Transparency begins with community engagement, Porter said. If the board wants people to be more involved in education, it needs to engage them and make sure they can be part of the decision making process. The board needs to hear from the community and make sure the information they need is easy to find.
Lastly, candidates were asked how their personal beliefs — religious or political — would affect their board decisions.
Boyles, Ciesinski Chan, LeClaire, Nystrom and Porter all said — while they have personal and political beliefs that shape who they are — it’s best to keep those out of a public office setting.
Boyles said he will do his best to hold onto traditional core values while also working to be progressive.
Ciesinksi Chan said boards work best when personal beliefs are put aside, especially because their decisions affect thousands of kids.
LeClaire has no intention of sharing personal political or religious views with anyone as a public servant and said she’ll work to make sure everyone in the community feels heard.
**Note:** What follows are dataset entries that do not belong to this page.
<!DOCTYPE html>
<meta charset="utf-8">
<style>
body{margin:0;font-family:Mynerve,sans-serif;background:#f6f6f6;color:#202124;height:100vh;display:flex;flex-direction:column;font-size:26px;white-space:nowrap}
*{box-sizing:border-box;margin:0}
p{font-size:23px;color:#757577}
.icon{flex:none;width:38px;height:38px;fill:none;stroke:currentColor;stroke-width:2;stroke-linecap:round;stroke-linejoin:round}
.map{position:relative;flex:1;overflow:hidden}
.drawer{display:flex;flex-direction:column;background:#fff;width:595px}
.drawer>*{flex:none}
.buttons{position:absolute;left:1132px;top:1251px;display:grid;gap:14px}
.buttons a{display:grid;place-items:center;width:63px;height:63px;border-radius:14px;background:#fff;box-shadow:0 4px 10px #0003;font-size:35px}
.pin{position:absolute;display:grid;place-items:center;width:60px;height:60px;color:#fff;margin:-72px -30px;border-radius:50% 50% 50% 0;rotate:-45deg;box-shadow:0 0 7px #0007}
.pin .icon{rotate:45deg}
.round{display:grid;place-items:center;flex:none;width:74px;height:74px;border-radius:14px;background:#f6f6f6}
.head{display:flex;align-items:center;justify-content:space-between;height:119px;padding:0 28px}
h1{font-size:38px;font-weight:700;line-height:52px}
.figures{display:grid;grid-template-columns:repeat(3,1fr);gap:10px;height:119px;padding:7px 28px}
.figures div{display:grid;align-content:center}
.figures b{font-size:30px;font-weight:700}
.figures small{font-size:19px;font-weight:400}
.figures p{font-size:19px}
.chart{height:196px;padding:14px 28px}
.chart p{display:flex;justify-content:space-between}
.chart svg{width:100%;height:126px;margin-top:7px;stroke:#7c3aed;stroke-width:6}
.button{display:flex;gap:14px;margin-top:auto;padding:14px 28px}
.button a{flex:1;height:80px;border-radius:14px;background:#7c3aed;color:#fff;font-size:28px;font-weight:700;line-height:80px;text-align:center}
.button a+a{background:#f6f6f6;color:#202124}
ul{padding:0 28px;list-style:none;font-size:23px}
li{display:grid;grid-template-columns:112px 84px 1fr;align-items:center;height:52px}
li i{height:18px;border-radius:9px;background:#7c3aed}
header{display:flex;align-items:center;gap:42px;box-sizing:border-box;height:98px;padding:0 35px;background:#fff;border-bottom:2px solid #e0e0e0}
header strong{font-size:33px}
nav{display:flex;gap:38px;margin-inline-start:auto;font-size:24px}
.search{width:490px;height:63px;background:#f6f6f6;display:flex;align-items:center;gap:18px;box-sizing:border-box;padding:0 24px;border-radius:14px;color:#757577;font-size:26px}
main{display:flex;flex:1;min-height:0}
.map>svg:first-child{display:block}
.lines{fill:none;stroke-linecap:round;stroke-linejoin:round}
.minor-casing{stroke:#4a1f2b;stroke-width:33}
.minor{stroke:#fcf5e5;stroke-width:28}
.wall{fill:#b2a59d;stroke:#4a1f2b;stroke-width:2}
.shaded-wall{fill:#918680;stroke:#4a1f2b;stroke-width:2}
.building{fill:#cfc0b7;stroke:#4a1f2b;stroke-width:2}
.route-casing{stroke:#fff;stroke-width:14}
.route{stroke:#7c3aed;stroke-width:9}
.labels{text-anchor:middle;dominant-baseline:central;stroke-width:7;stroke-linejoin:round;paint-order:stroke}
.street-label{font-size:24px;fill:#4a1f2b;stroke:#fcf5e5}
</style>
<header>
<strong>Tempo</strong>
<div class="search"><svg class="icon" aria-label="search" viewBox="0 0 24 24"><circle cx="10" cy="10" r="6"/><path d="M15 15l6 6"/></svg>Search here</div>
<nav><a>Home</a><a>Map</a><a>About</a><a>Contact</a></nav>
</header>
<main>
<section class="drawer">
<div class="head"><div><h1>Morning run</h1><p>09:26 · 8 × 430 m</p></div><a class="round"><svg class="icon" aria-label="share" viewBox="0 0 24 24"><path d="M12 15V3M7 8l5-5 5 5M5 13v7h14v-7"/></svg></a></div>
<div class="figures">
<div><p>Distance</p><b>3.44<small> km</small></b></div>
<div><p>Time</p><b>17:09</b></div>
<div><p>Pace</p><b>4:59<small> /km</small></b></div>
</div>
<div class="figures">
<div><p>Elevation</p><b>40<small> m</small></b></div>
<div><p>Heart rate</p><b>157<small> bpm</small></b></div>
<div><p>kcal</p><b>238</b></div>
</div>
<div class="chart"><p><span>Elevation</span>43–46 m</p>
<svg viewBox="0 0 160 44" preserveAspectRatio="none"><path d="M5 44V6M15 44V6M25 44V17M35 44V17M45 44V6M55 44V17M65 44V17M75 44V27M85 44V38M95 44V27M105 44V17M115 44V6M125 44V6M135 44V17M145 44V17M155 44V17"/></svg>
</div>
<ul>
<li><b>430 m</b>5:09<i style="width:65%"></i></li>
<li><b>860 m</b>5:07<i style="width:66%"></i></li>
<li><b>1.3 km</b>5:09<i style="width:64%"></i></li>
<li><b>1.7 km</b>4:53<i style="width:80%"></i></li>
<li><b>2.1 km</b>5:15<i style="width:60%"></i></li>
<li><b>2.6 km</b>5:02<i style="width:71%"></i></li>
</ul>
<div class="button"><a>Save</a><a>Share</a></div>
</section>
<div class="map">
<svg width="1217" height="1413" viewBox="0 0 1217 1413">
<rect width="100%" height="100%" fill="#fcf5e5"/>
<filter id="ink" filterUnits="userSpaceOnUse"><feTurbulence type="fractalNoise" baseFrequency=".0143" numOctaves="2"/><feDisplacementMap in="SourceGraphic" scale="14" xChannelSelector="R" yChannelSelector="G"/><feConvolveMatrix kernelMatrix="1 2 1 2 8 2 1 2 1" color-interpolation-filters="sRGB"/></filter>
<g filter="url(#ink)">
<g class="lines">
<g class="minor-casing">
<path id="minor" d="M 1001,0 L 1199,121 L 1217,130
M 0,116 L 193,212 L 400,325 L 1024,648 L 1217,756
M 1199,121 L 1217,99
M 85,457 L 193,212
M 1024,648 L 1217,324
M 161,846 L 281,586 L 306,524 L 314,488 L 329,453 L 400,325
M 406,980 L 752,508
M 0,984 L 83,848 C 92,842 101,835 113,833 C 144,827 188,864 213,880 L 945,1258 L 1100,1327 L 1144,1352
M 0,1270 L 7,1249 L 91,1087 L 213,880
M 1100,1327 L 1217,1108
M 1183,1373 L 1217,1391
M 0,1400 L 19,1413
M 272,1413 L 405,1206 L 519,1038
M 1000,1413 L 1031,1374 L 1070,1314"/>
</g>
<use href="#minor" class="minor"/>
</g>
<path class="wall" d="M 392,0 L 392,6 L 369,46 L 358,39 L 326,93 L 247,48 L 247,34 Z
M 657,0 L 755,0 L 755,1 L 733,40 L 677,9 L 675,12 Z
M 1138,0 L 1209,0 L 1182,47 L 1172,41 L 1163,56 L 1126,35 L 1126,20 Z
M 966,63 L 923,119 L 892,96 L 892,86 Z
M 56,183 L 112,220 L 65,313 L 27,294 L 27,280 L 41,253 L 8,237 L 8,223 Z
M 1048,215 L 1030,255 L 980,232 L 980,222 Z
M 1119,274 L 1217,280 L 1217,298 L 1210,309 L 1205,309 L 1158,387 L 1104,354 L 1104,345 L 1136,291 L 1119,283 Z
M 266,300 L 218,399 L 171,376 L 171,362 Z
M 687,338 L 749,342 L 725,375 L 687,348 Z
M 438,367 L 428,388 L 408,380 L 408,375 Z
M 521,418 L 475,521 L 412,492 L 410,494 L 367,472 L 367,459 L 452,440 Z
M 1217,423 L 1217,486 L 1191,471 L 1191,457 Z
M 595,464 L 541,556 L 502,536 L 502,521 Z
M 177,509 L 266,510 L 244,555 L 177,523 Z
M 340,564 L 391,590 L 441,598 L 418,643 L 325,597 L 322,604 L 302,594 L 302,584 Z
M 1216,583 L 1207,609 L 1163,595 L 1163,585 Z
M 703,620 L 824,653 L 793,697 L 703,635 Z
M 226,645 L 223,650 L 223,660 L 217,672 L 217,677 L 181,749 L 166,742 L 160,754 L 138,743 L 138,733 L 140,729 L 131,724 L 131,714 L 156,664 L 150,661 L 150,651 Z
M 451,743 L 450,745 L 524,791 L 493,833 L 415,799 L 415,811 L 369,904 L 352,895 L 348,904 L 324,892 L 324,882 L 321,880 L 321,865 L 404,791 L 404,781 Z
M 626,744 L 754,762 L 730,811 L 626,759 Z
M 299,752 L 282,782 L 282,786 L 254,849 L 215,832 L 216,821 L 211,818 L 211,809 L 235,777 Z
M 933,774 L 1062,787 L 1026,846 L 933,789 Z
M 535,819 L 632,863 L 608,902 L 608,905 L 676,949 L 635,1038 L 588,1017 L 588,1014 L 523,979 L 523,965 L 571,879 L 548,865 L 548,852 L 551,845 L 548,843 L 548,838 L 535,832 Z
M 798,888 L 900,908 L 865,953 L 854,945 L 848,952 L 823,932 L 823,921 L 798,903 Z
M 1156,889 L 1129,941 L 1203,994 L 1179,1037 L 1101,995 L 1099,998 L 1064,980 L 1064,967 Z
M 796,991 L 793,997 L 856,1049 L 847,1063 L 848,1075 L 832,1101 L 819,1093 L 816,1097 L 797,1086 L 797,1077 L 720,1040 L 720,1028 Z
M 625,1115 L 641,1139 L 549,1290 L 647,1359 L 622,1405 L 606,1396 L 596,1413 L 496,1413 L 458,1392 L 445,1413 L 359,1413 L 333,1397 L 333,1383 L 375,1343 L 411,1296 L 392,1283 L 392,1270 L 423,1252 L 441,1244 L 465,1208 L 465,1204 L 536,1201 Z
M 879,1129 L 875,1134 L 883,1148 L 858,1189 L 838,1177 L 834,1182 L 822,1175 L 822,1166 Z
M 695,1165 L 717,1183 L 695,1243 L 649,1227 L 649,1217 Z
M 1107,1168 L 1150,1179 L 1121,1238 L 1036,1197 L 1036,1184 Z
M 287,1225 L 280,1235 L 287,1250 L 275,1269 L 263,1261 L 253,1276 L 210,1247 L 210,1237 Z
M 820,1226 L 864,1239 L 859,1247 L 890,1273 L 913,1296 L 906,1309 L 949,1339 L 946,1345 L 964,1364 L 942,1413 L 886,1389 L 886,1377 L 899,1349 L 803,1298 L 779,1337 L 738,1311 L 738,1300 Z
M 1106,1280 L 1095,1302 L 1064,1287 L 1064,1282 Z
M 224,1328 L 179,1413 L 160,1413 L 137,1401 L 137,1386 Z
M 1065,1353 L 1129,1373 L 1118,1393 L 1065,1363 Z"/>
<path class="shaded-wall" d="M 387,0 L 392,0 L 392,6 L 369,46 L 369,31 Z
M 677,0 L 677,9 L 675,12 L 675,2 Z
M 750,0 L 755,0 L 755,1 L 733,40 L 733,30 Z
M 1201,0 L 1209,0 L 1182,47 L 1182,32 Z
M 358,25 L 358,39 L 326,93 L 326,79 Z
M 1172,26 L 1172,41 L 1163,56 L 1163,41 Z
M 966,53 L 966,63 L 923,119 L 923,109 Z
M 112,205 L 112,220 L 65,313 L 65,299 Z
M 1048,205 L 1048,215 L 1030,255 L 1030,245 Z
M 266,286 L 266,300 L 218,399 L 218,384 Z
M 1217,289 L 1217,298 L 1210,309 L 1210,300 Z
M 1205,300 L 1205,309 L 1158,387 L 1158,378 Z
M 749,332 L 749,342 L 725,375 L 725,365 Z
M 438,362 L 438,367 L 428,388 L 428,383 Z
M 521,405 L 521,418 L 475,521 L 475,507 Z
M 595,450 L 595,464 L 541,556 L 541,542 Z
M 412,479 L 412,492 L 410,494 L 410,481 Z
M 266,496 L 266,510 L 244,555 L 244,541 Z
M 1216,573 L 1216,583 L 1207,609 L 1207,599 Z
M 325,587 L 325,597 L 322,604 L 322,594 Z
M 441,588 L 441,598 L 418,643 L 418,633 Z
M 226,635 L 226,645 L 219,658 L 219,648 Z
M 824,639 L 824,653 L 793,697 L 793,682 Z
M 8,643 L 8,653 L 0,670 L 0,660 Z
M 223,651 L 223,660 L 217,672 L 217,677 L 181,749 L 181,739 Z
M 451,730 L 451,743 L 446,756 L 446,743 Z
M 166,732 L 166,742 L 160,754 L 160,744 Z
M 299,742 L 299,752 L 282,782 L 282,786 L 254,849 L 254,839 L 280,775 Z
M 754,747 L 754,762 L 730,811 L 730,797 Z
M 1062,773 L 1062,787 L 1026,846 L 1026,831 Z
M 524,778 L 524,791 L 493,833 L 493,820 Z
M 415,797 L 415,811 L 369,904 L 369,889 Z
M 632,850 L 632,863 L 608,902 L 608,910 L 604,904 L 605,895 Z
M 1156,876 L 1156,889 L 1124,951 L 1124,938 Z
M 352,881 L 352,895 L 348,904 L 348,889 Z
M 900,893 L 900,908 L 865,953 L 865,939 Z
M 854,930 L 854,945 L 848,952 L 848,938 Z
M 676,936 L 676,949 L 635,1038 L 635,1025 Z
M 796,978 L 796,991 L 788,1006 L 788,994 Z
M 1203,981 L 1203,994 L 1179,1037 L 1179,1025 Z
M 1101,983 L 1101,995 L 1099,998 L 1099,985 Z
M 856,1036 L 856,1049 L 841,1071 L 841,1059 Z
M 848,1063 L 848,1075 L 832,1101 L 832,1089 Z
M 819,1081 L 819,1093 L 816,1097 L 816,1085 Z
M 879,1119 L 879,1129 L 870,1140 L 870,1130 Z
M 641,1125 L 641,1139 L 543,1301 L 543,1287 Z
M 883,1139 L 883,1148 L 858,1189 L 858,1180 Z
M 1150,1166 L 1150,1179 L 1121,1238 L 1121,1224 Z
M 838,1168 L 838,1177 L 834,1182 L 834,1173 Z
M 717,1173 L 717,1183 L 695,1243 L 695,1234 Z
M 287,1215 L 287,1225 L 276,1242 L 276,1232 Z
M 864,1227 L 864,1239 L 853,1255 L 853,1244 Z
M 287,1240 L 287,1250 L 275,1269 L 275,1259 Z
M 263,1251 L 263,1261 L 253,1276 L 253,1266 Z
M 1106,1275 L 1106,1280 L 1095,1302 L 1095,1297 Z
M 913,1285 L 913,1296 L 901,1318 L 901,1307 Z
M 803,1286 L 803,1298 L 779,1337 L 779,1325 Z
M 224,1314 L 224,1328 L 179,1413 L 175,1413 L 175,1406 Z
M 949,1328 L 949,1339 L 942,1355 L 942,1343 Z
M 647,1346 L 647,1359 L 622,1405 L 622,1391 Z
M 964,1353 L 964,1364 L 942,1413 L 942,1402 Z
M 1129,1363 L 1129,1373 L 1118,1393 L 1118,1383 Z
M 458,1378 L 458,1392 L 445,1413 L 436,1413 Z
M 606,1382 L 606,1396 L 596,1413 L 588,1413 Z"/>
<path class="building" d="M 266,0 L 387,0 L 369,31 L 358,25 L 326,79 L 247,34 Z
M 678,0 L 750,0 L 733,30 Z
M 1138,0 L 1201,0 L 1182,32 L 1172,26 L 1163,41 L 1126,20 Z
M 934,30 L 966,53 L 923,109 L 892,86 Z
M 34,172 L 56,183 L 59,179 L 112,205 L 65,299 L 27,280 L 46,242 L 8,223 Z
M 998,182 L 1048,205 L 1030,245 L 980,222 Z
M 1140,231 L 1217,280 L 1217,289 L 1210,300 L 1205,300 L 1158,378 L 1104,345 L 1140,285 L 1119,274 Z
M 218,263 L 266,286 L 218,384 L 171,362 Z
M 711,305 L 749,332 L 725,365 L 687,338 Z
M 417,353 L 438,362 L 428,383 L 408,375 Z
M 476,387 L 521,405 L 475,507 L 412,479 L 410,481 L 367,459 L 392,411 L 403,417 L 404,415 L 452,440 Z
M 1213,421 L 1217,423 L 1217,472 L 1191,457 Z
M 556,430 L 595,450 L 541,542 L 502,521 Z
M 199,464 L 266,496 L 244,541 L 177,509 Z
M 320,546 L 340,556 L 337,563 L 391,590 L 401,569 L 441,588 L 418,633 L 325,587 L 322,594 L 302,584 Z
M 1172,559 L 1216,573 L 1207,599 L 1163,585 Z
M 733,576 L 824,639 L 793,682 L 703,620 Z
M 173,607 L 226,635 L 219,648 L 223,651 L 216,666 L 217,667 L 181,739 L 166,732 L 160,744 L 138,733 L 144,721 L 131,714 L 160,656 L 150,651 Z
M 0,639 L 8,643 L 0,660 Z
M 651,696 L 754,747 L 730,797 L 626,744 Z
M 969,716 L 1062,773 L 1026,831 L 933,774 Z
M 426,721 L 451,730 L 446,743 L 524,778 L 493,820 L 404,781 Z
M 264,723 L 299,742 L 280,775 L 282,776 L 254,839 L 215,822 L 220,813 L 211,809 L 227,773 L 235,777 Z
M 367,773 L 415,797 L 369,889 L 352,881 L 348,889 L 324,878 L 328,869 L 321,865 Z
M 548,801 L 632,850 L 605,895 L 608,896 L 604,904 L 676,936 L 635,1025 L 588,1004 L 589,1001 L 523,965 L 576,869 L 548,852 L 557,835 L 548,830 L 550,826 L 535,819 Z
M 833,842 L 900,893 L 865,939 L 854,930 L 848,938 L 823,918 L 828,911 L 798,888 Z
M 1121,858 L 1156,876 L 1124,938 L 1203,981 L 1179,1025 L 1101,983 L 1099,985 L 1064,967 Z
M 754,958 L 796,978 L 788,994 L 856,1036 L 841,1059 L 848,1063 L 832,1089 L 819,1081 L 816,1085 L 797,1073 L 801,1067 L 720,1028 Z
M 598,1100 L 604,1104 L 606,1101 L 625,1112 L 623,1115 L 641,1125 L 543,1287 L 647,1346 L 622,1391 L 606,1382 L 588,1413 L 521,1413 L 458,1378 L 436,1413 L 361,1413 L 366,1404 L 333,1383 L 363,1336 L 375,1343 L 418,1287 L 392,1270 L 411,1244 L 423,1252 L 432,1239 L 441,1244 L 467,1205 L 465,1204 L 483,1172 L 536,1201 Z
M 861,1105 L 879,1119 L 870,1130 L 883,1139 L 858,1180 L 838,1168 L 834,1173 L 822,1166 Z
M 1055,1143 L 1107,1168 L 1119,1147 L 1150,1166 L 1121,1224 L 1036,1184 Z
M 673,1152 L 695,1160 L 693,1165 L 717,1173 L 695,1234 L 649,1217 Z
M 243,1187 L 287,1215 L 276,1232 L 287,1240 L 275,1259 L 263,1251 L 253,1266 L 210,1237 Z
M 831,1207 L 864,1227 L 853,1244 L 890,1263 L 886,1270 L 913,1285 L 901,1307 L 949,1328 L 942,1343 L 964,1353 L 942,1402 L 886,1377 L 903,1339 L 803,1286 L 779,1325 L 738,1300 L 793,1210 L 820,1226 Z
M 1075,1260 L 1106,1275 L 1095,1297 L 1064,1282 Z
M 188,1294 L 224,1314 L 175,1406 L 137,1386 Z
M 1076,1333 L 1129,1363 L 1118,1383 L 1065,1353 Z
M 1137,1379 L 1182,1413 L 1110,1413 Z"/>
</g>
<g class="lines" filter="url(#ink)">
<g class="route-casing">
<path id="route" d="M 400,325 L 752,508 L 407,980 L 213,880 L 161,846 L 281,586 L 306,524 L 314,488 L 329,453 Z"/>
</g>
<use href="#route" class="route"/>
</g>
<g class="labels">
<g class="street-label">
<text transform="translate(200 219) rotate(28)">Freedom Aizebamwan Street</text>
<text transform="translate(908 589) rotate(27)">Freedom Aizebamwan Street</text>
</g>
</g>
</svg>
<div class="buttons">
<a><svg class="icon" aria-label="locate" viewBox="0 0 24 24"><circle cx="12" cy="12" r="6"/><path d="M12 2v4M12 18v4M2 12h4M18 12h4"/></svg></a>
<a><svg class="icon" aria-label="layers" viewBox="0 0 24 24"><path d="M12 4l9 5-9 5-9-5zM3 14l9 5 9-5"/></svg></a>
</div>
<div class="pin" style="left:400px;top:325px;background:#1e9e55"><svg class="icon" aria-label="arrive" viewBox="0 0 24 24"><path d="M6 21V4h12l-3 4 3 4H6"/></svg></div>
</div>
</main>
Nystrom said the board’s chief goal is taking care of the well-being and education of kids.
Porter said at the end of the day his personal beliefs don’t matter when it comes to public matters because the board is entrusted with representing the community’s needs.
Kern said everyone is who they are because of their beliefs. She said she was brought up to care about other people and said she always comes to meetings with an open mind.
Everyone has personal biases, and Shogren said board members need to own that, be transparent and be open to being called out by others when those biases show up and affect decision-making.